- _WORK ITEM_: Please transcribe the lines below exactly, and leave every image behind.
=== Section Start ===
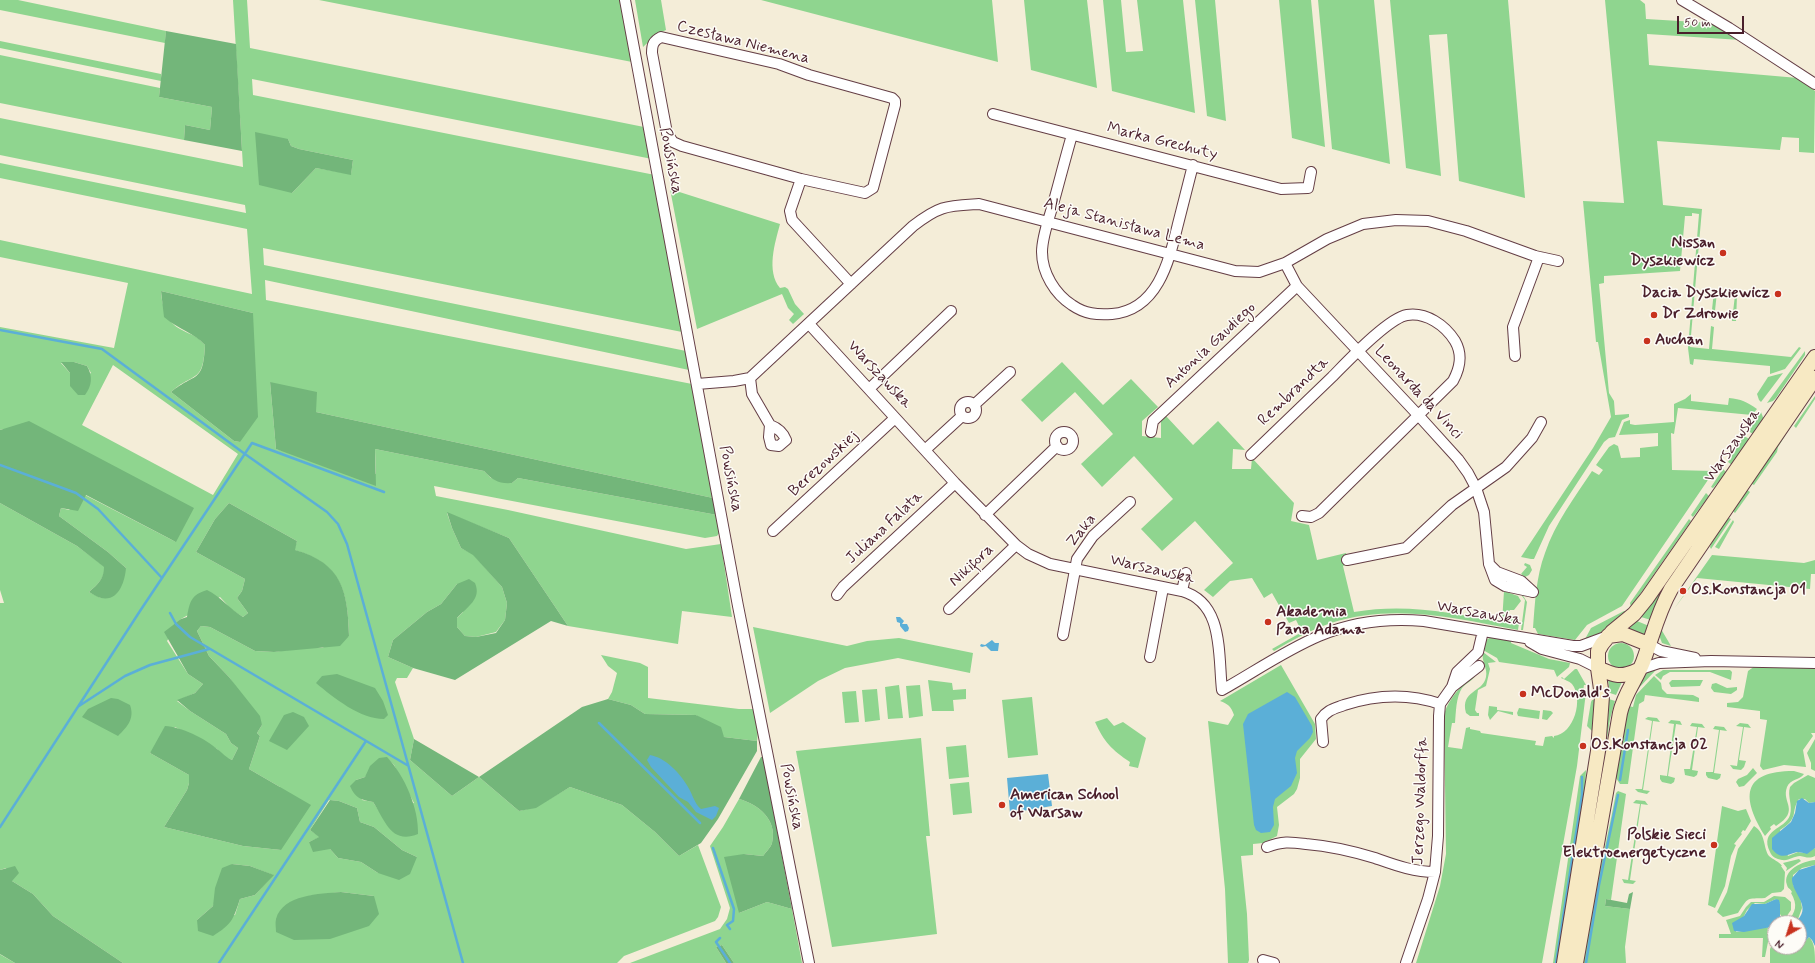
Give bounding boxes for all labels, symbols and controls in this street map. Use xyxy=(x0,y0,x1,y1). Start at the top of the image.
scale bar xyxy=(1679,8,1746,34)
text: 50 m xyxy=(1684,15,1711,31)
street label: Czesława Niemena xyxy=(675,17,811,69)
street label: Marka Grechuty xyxy=(1105,119,1219,165)
street label: Powsińska xyxy=(654,126,686,196)
street label: Aleja Stanisława Lema xyxy=(1041,194,1207,256)
place label: Nissan Dyszkiewicz xyxy=(1630,234,1715,272)
marker: Nissan Dyszkiewicz xyxy=(1718,248,1728,258)
place label: Dacia Dyszkiewicz xyxy=(1641,284,1770,304)
marker: Dacia Dyszkiewicz xyxy=(1773,289,1783,299)
street label: Antonia Gaudiego xyxy=(1161,299,1261,393)
place label: Dr Zdrowie xyxy=(1662,305,1739,325)
marker: Dr Zdrowie xyxy=(1649,310,1659,320)
place label: Auchan xyxy=(1655,331,1703,351)
marker: Auchan xyxy=(1642,336,1652,346)
street label: Warszawska xyxy=(843,337,915,413)
street label: Leonarda da Vinci xyxy=(1370,342,1466,444)
street label: Rembrandta xyxy=(1255,353,1333,431)
street label: Warszawska xyxy=(1701,405,1765,487)
street label: Berezowskiej xyxy=(785,427,863,501)
street label: Powsińska xyxy=(714,444,746,514)
street label: Juliana Falata xyxy=(843,487,927,569)
street label: Zaka xyxy=(1063,511,1101,551)
street label: Nikifora xyxy=(946,541,998,591)
street label: Warszawska xyxy=(1108,551,1196,589)
place label: Os.Konstancja 01 xyxy=(1691,581,1806,601)
marker: Os.Konstancja 01 xyxy=(1678,586,1688,596)
street label: Warszawska xyxy=(1435,597,1523,631)
place label: Akademia Pana Adama xyxy=(1276,603,1364,641)
marker: Akademia Pana Adama xyxy=(1263,617,1273,627)
place label: McDonald's xyxy=(1531,684,1610,704)
marker: McDonald's xyxy=(1518,689,1528,699)
place label: Os.Konstancja 02 xyxy=(1591,736,1708,756)
street label: Jerzego Waldorffa xyxy=(1409,737,1433,865)
marker: Os.Konstancja 02 xyxy=(1578,741,1588,751)
street label: Powsińska xyxy=(775,762,807,832)
place label: American School of Warsaw xyxy=(1010,786,1119,824)
marker: American School of Warsaw xyxy=(997,800,1007,810)
place label: Polskie Sieci Elektroenergetyczne xyxy=(1562,826,1706,864)
marker: Polskie Sieci Elektroenergetyczne xyxy=(1709,840,1719,850)
north arrow xyxy=(1767,915,1807,955)
text: N xyxy=(1773,936,1787,951)

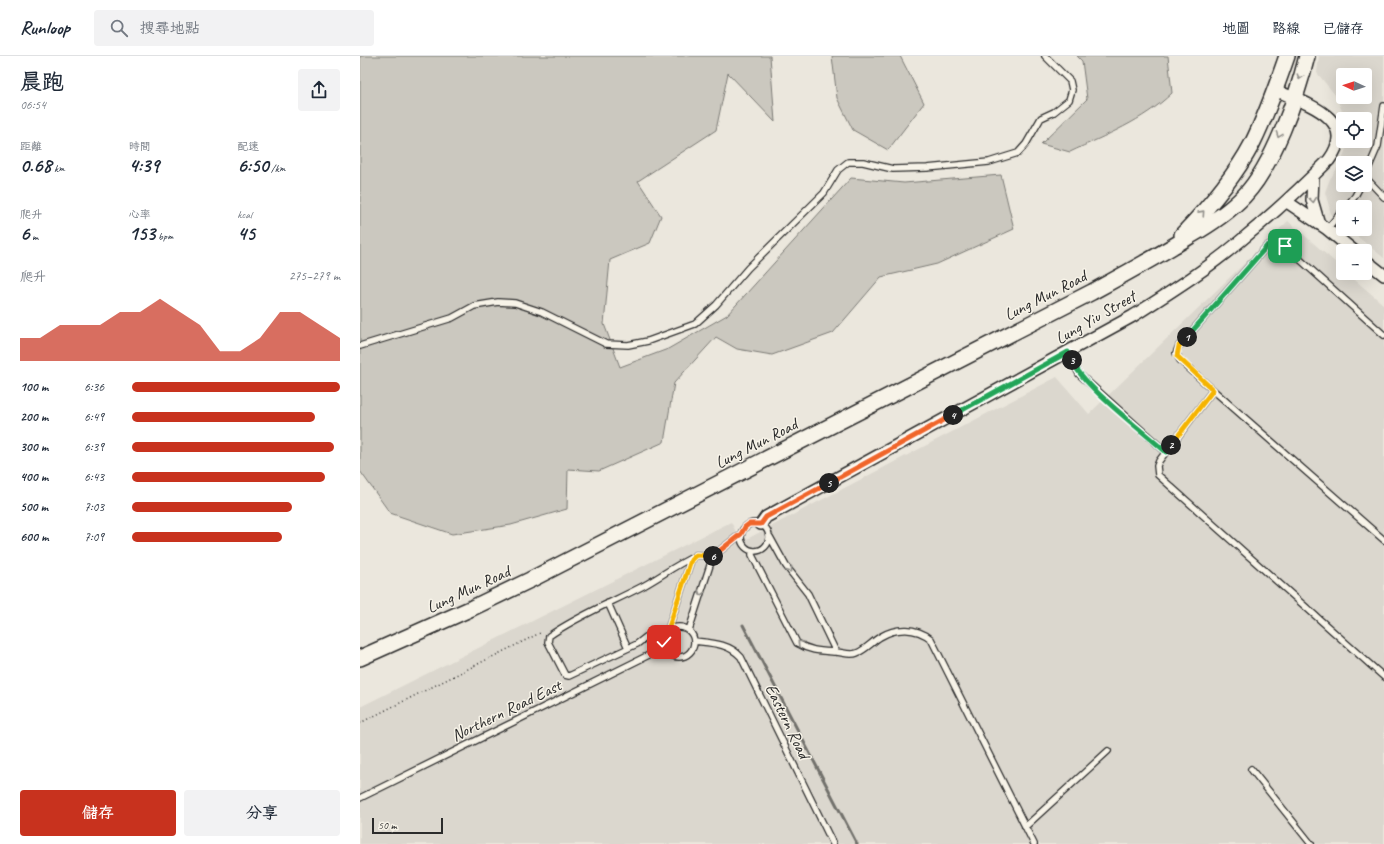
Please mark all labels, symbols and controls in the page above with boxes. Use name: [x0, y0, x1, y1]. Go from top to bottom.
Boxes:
search box: [94, 10, 374, 46]
text: Runloop: [20, 16, 70, 40]
icon: search: [108, 17, 130, 39]
text: 搜尋地點: [140, 19, 200, 38]
text: 地圖: [1222, 20, 1250, 37]
text: 路線: [1272, 20, 1300, 37]
text: 已儲存: [1322, 20, 1364, 37]
text: 晨跑: [20, 68, 64, 96]
north arrow: [1336, 68, 1372, 104]
map controls: [1336, 68, 1372, 280]
button: share: [298, 69, 340, 111]
one-way arrow: [1296, 74, 1305, 81]
text: 06:54: [20, 97, 46, 113]
button: locate: [1336, 112, 1372, 148]
one-way arrow: [1276, 131, 1284, 138]
text: 距離: [20, 139, 42, 153]
text: 時間: [129, 139, 151, 153]
text: 配速: [237, 139, 259, 153]
text: 0.68: [20, 153, 51, 178]
text: 4:39: [129, 153, 159, 178]
text: 6:50: [237, 153, 268, 178]
button: layers: [1336, 156, 1372, 192]
text: km: [51, 161, 65, 175]
text: /km: [268, 161, 285, 175]
one-way arrow: [1308, 197, 1317, 203]
button: +: [1336, 200, 1372, 236]
text: 爬升: [20, 207, 42, 221]
text: 心率: [129, 207, 151, 221]
text: kcal: [237, 207, 252, 221]
one-way arrow: [1198, 210, 1205, 218]
text: 6: [20, 221, 29, 246]
text: 153: [129, 221, 155, 246]
text: 45: [237, 221, 255, 246]
text: m: [29, 229, 38, 243]
text: bpm: [155, 229, 173, 243]
pin: [1268, 229, 1302, 263]
icon: arrive: [1274, 235, 1296, 257]
button: −: [1336, 244, 1372, 280]
street label: Lung Mun Road: [1001, 265, 1092, 325]
text: 275–279 m: [289, 268, 340, 284]
text: 爬升: [20, 269, 46, 285]
street label: Lung Yiu Street: [1051, 285, 1141, 349]
pin: 1: [1177, 327, 1197, 347]
text: 1: [1185, 330, 1189, 344]
pin: 3: [1062, 350, 1082, 370]
text: 3: [1070, 353, 1074, 367]
text: 100 m: [20, 379, 48, 395]
text: 6:36: [84, 379, 104, 395]
pin: 4: [943, 405, 963, 425]
text: 4: [951, 408, 955, 422]
text: 200 m: [20, 409, 48, 425]
text: 6:49: [84, 409, 104, 425]
street label: Lung Mun Road: [712, 413, 803, 473]
pin: 2: [1161, 435, 1181, 455]
text: 2: [1169, 438, 1173, 452]
text: 300 m: [20, 439, 48, 455]
text: 6:39: [84, 439, 104, 455]
text: 400 m: [20, 469, 48, 485]
text: 6:43: [84, 469, 104, 485]
pin: 5: [819, 473, 839, 493]
text: 5: [827, 476, 831, 490]
text: 500 m: [20, 499, 48, 515]
text: 7:03: [84, 499, 104, 515]
text: 600 m: [20, 529, 48, 545]
text: 7:09: [84, 529, 104, 545]
pin: 6: [703, 546, 723, 566]
text: 6: [710, 549, 716, 563]
street label: Lung Mun Road: [423, 560, 515, 618]
one-way arrow: [785, 566, 792, 573]
one-way arrow: [697, 589, 706, 596]
pin: [647, 625, 681, 659]
icon: check: [653, 631, 675, 653]
one-way arrow: [797, 640, 805, 648]
street label: Northern Road East: [448, 674, 567, 746]
street label: Eastern Road: [761, 681, 816, 765]
button: 儲存: [20, 790, 176, 836]
button: 分享: [184, 790, 340, 836]
scale bar: [372, 816, 443, 835]
text: 50 m: [378, 818, 397, 832]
=== Section End ===
- _TASK SOLUTION_:
Give bounding boxes for all labels, symbols and controls in this street map. Use xyxy=(x0,y0,x1,y1). Start at the top of the image.
scale bar xyxy=(1679,8,1746,34)
text: 50 m xyxy=(1684,15,1711,31)
street label: Czesława Niemena xyxy=(675,17,811,69)
street label: Marka Grechuty xyxy=(1105,119,1219,165)
street label: Powsińska xyxy=(654,126,686,196)
street label: Aleja Stanisława Lema xyxy=(1041,194,1207,256)
place label: Nissan Dyszkiewicz xyxy=(1630,234,1715,272)
marker: Nissan Dyszkiewicz xyxy=(1718,248,1728,258)
place label: Dacia Dyszkiewicz xyxy=(1641,284,1770,304)
marker: Dacia Dyszkiewicz xyxy=(1773,289,1783,299)
street label: Antonia Gaudiego xyxy=(1161,299,1261,393)
place label: Dr Zdrowie xyxy=(1662,305,1739,325)
marker: Dr Zdrowie xyxy=(1649,310,1659,320)
place label: Auchan xyxy=(1655,331,1703,351)
marker: Auchan xyxy=(1642,336,1652,346)
street label: Warszawska xyxy=(843,337,915,413)
street label: Leonarda da Vinci xyxy=(1370,342,1466,444)
street label: Rembrandta xyxy=(1255,353,1333,431)
street label: Warszawska xyxy=(1701,405,1765,487)
street label: Berezowskiej xyxy=(785,427,863,501)
street label: Powsińska xyxy=(714,444,746,514)
street label: Juliana Falata xyxy=(843,487,927,569)
street label: Zaka xyxy=(1063,511,1101,551)
street label: Nikifora xyxy=(946,541,998,591)
street label: Warszawska xyxy=(1108,551,1196,589)
place label: Os.Konstancja 01 xyxy=(1691,581,1806,601)
marker: Os.Konstancja 01 xyxy=(1678,586,1688,596)
street label: Warszawska xyxy=(1435,597,1523,631)
place label: Akademia Pana Adama xyxy=(1276,603,1364,641)
marker: Akademia Pana Adama xyxy=(1263,617,1273,627)
place label: McDonald's xyxy=(1531,684,1610,704)
marker: McDonald's xyxy=(1518,689,1528,699)
place label: Os.Konstancja 02 xyxy=(1591,736,1708,756)
street label: Jerzego Waldorffa xyxy=(1409,737,1433,865)
marker: Os.Konstancja 02 xyxy=(1578,741,1588,751)
street label: Powsińska xyxy=(775,762,807,832)
place label: American School of Warsaw xyxy=(1010,786,1119,824)
marker: American School of Warsaw xyxy=(997,800,1007,810)
place label: Polskie Sieci Elektroenergetyczne xyxy=(1562,826,1706,864)
marker: Polskie Sieci Elektroenergetyczne xyxy=(1709,840,1719,850)
north arrow xyxy=(1767,915,1807,955)
text: N xyxy=(1773,936,1787,951)

Please mark all labels, symbols and controls in the page above with boxes. Use name: [x0, y0, x1, y1]. Go from top to bottom.
Boxes:
search box: [94, 10, 374, 46]
text: Runloop: [20, 16, 70, 40]
icon: search: [108, 17, 130, 39]
text: 搜尋地點: [140, 19, 200, 38]
text: 地圖: [1222, 20, 1250, 37]
text: 路線: [1272, 20, 1300, 37]
text: 已儲存: [1322, 20, 1364, 37]
text: 晨跑: [20, 68, 64, 96]
north arrow: [1336, 68, 1372, 104]
map controls: [1336, 68, 1372, 280]
button: share: [298, 69, 340, 111]
one-way arrow: [1296, 74, 1305, 81]
text: 06:54: [20, 97, 46, 113]
button: locate: [1336, 112, 1372, 148]
one-way arrow: [1276, 131, 1284, 138]
text: 距離: [20, 139, 42, 153]
text: 時間: [129, 139, 151, 153]
text: 配速: [237, 139, 259, 153]
text: 0.68: [20, 153, 51, 178]
text: 4:39: [129, 153, 159, 178]
text: 6:50: [237, 153, 268, 178]
button: layers: [1336, 156, 1372, 192]
text: km: [51, 161, 65, 175]
text: /km: [268, 161, 285, 175]
one-way arrow: [1308, 197, 1317, 203]
button: +: [1336, 200, 1372, 236]
text: 爬升: [20, 207, 42, 221]
text: 心率: [129, 207, 151, 221]
text: kcal: [237, 207, 252, 221]
one-way arrow: [1198, 210, 1205, 218]
text: 6: [20, 221, 29, 246]
text: 153: [129, 221, 155, 246]
text: 45: [237, 221, 255, 246]
text: m: [29, 229, 38, 243]
text: bpm: [155, 229, 173, 243]
pin: [1268, 229, 1302, 263]
icon: arrive: [1274, 235, 1296, 257]
button: −: [1336, 244, 1372, 280]
street label: Lung Mun Road: [1001, 265, 1092, 325]
text: 275–279 m: [289, 268, 340, 284]
text: 爬升: [20, 269, 46, 285]
street label: Lung Yiu Street: [1051, 285, 1141, 349]
pin: 1: [1177, 327, 1197, 347]
text: 1: [1185, 330, 1189, 344]
pin: 3: [1062, 350, 1082, 370]
text: 3: [1070, 353, 1074, 367]
text: 100 m: [20, 379, 48, 395]
text: 6:36: [84, 379, 104, 395]
pin: 4: [943, 405, 963, 425]
text: 4: [951, 408, 955, 422]
text: 200 m: [20, 409, 48, 425]
text: 6:49: [84, 409, 104, 425]
street label: Lung Mun Road: [712, 413, 803, 473]
pin: 2: [1161, 435, 1181, 455]
text: 2: [1169, 438, 1173, 452]
text: 300 m: [20, 439, 48, 455]
text: 6:39: [84, 439, 104, 455]
text: 400 m: [20, 469, 48, 485]
text: 6:43: [84, 469, 104, 485]
pin: 5: [819, 473, 839, 493]
text: 5: [827, 476, 831, 490]
text: 500 m: [20, 499, 48, 515]
text: 7:03: [84, 499, 104, 515]
text: 600 m: [20, 529, 48, 545]
text: 7:09: [84, 529, 104, 545]
pin: 6: [703, 546, 723, 566]
text: 6: [710, 549, 716, 563]
street label: Lung Mun Road: [423, 560, 515, 618]
one-way arrow: [785, 566, 792, 573]
one-way arrow: [697, 589, 706, 596]
pin: [647, 625, 681, 659]
icon: check: [653, 631, 675, 653]
one-way arrow: [797, 640, 805, 648]
street label: Northern Road East: [448, 674, 567, 746]
street label: Eastern Road: [761, 681, 816, 765]
button: 儲存: [20, 790, 176, 836]
button: 分享: [184, 790, 340, 836]
scale bar: [372, 816, 443, 835]
text: 50 m: [378, 818, 397, 832]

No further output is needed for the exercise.